En attendant Tim, je me suis rongé les cuticules et j'ai observé la minuscule salle de consultation. C'est alors que j'ai remarqué la boîte de mouchoirs posée bien en évidence sur la table à côté de ma chaise, à portée de main. À son arrivée, j'ai vu Tim la remarquer lui aussi.
La radiologue nous a annoncé que j'avais une masse au sein gauche, très probablement invasive compte tenu de son aspect irrégulier, spiculé ou pointu. Une biopsie était nécessaire au plus vite. Une fois le diagnostic établi, a-t-elle poursuivi, je pourrais discuter des options chirurgicales avec un chirurgien du sein.
Non, je voulais lui dire qu'elle avait mal compris. Il ne s'agissait pas de moi. J'étais censée donner la vie à quelqu'un d'autre, pas comparer les avantages et les inconvénients d'une tumorectomie par rapport à une mastectomie.
Il y a trente ans et une autre échographie, quand on a découvert que le bébé que je portais n'avait pas de battements de cœur, je me souviens d'avoir ressenti la même impression d'irréalité absurde. « Ce n'est pas grave », pensais-je, « mon bébé ira bien sans cœur. On s'adaptera. »
Dans les deux cas, la réalité vient plus tard. Tim et moi nous tenons la main. Nous discutons. Nous posons des questions. Nous faisons des recherches. Avec le temps, je comprends pleinement les implications de la nouvelle et de mon avenir. Je subirais une opération et quatre à huit semaines de convalescence, mais cela ne se terminerait pas par la joie d'offrir à quelqu'un d'autre une chance de vivre.
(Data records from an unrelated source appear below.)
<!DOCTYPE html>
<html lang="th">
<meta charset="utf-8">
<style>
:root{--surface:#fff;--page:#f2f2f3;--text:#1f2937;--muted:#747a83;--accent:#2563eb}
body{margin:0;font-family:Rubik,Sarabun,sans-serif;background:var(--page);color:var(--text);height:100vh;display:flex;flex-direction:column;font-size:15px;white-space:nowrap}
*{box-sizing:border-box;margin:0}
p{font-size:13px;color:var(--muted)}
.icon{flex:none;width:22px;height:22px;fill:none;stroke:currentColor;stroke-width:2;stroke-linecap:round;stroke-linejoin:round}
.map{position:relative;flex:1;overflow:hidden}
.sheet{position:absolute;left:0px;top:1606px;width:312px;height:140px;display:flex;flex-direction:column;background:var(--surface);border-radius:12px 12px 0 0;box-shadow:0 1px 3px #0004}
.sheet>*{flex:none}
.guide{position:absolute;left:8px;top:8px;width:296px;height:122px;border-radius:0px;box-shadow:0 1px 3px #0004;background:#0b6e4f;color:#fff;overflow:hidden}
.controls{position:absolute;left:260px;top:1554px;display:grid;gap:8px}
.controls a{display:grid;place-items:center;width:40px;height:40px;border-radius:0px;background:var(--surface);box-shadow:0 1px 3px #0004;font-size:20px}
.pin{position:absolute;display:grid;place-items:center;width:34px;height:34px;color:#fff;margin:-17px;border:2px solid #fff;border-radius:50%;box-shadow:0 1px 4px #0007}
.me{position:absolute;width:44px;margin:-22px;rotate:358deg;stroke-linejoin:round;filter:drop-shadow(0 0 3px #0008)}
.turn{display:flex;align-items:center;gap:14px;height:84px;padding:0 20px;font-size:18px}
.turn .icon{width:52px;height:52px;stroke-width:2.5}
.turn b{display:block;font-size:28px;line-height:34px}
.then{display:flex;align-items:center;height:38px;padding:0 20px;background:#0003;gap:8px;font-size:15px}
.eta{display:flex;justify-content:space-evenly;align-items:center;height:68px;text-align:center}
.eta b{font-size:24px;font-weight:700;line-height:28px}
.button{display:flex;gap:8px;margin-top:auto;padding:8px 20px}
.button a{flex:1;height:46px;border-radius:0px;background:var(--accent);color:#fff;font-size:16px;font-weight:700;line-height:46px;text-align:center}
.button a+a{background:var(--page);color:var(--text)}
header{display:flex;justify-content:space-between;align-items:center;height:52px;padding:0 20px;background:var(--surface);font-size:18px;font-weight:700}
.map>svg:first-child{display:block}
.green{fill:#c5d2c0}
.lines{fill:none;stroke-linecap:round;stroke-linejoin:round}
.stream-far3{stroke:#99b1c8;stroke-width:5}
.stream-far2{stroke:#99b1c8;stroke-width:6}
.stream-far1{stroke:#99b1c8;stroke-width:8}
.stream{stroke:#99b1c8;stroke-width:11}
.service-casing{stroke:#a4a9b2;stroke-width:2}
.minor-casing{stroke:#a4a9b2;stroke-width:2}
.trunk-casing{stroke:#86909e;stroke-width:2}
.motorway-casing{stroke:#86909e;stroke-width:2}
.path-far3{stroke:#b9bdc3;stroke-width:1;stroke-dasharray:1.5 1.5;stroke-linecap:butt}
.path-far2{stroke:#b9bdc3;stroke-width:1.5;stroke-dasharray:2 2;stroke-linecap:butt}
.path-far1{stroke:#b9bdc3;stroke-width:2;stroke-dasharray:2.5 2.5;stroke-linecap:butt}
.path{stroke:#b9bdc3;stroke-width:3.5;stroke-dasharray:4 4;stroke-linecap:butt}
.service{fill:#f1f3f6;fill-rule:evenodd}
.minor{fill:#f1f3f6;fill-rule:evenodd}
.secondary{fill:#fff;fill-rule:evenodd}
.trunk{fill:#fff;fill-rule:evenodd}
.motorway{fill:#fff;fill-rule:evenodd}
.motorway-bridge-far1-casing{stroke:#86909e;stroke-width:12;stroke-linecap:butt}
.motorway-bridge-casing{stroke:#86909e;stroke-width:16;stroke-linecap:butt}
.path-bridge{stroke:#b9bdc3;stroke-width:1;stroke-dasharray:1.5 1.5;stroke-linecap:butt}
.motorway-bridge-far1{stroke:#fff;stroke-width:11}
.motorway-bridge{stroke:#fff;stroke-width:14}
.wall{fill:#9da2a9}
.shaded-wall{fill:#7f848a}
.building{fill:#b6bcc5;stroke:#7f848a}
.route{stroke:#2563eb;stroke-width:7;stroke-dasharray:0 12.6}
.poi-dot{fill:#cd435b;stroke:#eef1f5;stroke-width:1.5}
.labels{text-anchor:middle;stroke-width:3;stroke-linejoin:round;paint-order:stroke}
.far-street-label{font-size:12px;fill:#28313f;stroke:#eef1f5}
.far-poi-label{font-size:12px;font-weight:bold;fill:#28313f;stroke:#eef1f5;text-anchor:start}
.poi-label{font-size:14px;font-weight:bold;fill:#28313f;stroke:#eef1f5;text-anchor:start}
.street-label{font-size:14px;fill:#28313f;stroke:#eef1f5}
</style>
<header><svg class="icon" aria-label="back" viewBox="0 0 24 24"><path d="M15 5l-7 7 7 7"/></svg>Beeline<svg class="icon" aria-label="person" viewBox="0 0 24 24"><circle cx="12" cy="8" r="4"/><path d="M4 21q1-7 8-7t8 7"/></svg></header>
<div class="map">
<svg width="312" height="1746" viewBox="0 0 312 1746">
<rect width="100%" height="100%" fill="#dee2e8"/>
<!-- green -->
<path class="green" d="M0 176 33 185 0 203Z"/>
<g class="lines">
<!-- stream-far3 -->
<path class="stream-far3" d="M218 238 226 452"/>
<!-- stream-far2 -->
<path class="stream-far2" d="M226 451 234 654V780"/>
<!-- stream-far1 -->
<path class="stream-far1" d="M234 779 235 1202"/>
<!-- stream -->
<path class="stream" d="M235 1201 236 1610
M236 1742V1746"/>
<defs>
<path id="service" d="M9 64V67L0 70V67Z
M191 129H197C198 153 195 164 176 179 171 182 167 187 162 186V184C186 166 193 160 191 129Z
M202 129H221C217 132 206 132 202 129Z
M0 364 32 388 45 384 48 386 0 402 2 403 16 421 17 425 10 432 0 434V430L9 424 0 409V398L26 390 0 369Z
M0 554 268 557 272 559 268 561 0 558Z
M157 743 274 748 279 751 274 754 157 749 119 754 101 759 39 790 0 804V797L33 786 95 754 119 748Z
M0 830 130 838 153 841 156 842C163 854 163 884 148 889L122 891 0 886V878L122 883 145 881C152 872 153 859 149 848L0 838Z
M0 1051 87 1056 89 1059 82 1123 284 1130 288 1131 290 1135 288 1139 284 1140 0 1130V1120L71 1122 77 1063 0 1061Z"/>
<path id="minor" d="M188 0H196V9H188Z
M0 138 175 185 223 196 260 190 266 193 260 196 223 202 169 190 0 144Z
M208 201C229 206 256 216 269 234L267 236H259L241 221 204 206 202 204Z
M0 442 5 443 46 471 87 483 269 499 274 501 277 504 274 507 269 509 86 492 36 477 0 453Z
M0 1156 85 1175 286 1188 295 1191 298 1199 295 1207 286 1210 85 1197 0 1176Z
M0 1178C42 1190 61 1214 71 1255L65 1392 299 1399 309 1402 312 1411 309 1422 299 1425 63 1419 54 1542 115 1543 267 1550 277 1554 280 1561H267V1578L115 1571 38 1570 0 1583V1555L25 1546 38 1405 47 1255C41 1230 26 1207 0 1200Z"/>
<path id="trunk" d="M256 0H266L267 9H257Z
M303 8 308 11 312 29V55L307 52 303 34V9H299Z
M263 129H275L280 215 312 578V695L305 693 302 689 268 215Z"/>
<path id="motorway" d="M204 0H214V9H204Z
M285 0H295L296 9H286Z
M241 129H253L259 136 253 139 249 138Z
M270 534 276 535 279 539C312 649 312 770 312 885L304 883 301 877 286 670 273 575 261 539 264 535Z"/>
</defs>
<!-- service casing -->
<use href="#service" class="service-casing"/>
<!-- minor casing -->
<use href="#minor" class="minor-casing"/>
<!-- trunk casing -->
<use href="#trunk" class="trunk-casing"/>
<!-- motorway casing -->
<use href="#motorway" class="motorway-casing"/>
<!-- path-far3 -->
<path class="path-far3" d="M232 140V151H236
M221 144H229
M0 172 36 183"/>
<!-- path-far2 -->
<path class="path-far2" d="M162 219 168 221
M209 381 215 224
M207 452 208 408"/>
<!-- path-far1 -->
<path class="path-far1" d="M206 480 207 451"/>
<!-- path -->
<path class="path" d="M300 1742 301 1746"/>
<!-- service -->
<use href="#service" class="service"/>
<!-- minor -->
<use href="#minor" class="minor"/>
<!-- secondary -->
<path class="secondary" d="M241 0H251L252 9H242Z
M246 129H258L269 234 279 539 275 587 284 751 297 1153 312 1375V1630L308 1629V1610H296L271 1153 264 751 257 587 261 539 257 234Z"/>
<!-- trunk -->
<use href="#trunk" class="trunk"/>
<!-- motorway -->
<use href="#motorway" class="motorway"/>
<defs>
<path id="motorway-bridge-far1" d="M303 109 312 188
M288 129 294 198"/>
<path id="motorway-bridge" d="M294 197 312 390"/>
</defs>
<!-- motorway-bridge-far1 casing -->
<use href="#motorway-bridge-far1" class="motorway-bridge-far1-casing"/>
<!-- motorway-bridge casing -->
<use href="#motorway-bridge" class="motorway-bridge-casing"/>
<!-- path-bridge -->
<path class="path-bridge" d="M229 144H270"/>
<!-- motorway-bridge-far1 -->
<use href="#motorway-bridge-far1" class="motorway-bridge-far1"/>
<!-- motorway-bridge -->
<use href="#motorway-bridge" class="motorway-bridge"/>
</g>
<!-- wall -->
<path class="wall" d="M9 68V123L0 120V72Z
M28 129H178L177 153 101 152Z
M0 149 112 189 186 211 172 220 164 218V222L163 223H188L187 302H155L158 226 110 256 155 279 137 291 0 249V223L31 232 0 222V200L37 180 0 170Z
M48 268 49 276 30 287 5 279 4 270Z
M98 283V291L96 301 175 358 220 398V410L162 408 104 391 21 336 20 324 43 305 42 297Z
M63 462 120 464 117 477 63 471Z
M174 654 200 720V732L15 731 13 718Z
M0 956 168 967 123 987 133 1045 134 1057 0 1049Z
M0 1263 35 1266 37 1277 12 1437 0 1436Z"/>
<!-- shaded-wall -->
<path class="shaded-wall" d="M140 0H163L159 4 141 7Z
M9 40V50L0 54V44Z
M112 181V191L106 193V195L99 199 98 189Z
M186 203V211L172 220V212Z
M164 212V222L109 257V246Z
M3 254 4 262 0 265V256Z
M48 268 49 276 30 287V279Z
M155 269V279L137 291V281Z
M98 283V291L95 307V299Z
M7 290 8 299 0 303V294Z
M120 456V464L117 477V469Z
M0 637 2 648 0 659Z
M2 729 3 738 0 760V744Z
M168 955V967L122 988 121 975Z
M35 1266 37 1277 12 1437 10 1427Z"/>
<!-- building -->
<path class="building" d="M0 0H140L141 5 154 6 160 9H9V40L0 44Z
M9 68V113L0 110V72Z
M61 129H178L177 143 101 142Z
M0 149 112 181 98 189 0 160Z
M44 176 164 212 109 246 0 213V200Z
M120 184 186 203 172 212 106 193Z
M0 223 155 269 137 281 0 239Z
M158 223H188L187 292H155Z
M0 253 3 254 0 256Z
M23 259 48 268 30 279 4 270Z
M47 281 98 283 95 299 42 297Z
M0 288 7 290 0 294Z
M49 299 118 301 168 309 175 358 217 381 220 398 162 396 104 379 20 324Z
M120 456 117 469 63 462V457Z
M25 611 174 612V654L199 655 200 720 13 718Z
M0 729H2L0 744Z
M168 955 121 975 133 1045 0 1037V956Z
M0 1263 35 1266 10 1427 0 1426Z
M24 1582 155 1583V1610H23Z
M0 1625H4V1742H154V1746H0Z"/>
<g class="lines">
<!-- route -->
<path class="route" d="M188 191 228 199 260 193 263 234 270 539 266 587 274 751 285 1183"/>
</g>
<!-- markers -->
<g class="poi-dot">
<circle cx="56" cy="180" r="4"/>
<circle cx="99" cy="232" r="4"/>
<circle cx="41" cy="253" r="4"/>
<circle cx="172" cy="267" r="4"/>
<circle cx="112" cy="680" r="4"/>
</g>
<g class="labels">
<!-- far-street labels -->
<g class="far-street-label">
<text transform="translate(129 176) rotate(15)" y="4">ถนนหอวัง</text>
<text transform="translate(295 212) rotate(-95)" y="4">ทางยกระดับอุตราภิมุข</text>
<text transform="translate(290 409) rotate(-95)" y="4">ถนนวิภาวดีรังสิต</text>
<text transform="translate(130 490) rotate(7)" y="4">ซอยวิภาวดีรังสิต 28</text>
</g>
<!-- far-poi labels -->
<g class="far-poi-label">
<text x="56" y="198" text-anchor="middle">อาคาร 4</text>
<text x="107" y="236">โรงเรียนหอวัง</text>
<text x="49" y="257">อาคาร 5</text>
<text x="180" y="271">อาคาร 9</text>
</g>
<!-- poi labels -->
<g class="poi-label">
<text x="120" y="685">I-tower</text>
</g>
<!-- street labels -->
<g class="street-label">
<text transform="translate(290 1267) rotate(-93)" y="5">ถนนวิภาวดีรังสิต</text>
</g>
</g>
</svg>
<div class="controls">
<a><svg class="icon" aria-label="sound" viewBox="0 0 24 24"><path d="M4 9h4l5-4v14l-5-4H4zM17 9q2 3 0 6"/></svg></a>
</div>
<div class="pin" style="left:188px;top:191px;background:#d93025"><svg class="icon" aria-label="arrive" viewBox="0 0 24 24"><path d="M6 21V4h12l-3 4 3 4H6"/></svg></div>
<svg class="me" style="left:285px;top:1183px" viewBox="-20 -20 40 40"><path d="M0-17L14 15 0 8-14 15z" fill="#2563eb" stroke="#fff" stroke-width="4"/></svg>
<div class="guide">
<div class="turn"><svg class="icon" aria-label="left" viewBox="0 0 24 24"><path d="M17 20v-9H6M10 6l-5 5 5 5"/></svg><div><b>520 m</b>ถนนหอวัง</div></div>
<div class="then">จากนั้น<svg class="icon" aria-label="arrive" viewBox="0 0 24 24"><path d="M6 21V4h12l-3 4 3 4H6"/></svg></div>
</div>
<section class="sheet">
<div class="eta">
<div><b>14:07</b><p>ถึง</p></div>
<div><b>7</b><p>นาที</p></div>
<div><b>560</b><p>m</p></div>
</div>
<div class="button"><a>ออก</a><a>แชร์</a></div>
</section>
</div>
J'étais anéantie, à la fois pour moi-même et pour cet inconnu à qui j'avais déjà accordé un petit droit sur mon corps.
Et pourtant.
Et pourtant.
Cette mammographie, un examen que je n'aurais pas programmé avant au moins six mois, a permis de détecter mon cancer à un stade précoce. On m'a finalement diagnostiqué un cancer du sein lobulaire infiltrant, un type de cancer qui peut être difficile à repérer à ses débuts.
J'ai effectivement subi une intervention chirurgicale – une double mastectomie avec reconstruction – durant le froid et sombre hiver du Vermont, et j'ai passé une grande partie de décembre et janvier près de mon poêle à bois, à tricoter un châle très irrégulier et difforme. Au printemps, lorsque la terre dégèlera et que les sentiers seront secs, je serai suffisamment rétablie pour faire du trail, fendre du bois et déplacer d'énormes pierres de mon jardin.
De plus, Chandler a finalement reçu sa greffe de rein cet hiver. Une autre personne s'est portée volontaire à peu près au même moment où j'ai abandonné. Elle a rempli son formulaire d'inscription, a subi des examens médicaux rigoureux et a donné son rein avec succès. Grâce à ce don, la receveuse directe et Chandler Jackson ont une chance de vivre sans maladie rénale.
Ma motivation initiale pour donner un rein était peut-être altruiste, mais dans un renversement de situation si courant qu'il en est devenu un cliché, j'ai reçu tout ce que j'espérais donner.